Виктория перекатывается на кровати, откидывая с лица растрепавшиеся пряди волос, и прикасается губами к самому выступающему позвонку на пояснице, медленно и со вкусом продвигаясь вверх. До лопатки, дальше выше – на ключицу. Кладет подбородок на плечо молодому человеку и вынимает один наушник, вставляя его себе в ухо. Безмолвное движение на экране синхронизируется со звуками нежнейшего вальса Евгения Доги.
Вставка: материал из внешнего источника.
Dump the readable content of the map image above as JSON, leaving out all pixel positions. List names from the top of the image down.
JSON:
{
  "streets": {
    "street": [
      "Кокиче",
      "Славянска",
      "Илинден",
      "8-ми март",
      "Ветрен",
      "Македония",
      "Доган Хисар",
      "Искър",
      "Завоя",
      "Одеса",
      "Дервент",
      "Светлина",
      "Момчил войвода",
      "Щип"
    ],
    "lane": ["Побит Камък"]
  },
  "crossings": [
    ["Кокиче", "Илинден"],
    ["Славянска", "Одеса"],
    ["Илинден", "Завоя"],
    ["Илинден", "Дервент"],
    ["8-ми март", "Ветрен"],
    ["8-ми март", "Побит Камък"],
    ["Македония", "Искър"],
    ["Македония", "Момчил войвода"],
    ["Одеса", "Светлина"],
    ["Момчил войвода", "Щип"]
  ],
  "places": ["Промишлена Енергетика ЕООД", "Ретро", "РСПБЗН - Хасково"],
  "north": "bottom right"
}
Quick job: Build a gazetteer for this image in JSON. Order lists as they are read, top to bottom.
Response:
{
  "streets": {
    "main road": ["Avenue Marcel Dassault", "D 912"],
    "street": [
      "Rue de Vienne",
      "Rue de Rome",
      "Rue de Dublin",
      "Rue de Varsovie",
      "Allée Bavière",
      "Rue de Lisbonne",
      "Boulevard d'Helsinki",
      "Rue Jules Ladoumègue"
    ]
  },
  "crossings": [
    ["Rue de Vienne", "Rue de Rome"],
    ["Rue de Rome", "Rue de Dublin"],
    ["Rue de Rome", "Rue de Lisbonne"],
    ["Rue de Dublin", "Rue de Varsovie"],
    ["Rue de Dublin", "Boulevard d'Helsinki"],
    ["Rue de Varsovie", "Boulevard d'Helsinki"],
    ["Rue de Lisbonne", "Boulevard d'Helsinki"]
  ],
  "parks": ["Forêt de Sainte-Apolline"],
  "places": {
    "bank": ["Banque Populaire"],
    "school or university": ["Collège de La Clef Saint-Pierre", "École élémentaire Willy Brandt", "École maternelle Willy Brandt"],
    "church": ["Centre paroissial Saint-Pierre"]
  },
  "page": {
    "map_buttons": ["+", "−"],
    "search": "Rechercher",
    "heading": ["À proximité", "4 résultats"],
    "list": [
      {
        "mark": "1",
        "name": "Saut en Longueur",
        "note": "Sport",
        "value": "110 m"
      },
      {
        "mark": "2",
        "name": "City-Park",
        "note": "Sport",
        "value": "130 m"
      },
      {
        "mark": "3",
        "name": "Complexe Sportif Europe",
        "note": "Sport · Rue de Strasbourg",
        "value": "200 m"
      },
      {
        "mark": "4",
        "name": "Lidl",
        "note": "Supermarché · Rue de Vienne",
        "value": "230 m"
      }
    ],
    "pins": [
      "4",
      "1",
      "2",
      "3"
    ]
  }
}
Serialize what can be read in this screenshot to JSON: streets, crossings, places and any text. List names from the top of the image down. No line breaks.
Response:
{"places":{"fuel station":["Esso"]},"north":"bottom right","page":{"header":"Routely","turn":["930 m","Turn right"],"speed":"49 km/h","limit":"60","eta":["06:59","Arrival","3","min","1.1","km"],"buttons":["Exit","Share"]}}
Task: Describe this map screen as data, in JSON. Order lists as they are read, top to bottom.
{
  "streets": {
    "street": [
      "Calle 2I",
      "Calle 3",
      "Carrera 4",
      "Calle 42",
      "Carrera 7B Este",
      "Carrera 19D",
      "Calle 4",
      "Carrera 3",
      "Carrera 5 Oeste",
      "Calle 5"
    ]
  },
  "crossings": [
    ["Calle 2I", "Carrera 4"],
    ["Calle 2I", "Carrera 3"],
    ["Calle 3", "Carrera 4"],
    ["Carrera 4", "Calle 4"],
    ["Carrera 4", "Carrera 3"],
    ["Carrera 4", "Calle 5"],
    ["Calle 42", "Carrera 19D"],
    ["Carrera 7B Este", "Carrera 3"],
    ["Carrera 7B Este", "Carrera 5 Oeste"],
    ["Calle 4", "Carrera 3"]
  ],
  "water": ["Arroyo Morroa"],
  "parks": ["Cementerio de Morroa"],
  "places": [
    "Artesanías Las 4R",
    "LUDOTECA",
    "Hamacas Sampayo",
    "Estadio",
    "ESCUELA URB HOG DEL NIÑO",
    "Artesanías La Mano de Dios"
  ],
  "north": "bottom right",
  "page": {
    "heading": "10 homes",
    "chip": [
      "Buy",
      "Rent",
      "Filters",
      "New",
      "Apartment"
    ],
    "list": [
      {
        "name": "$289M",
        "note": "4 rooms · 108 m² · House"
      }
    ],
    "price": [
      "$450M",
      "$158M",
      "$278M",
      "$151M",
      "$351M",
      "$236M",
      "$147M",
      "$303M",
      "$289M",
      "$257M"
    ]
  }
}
Так они, молча, обнявшись, она у него за спиной, держа его за талию и чувствуя его ладони на замке своих рук, продолжают смотреть последние полторы минуты проката. Музыка красивая. Нежная. Непростая. История любви, предательства, обиды и ошибок.

– Скольжение у нее стало и правда лучше, в произвольной тоже видно – задумчиво говорит Домбровская, озвучивая мнение многих специалистов фигурного катания, отметивших прогресс Милы именно в этом компоненте.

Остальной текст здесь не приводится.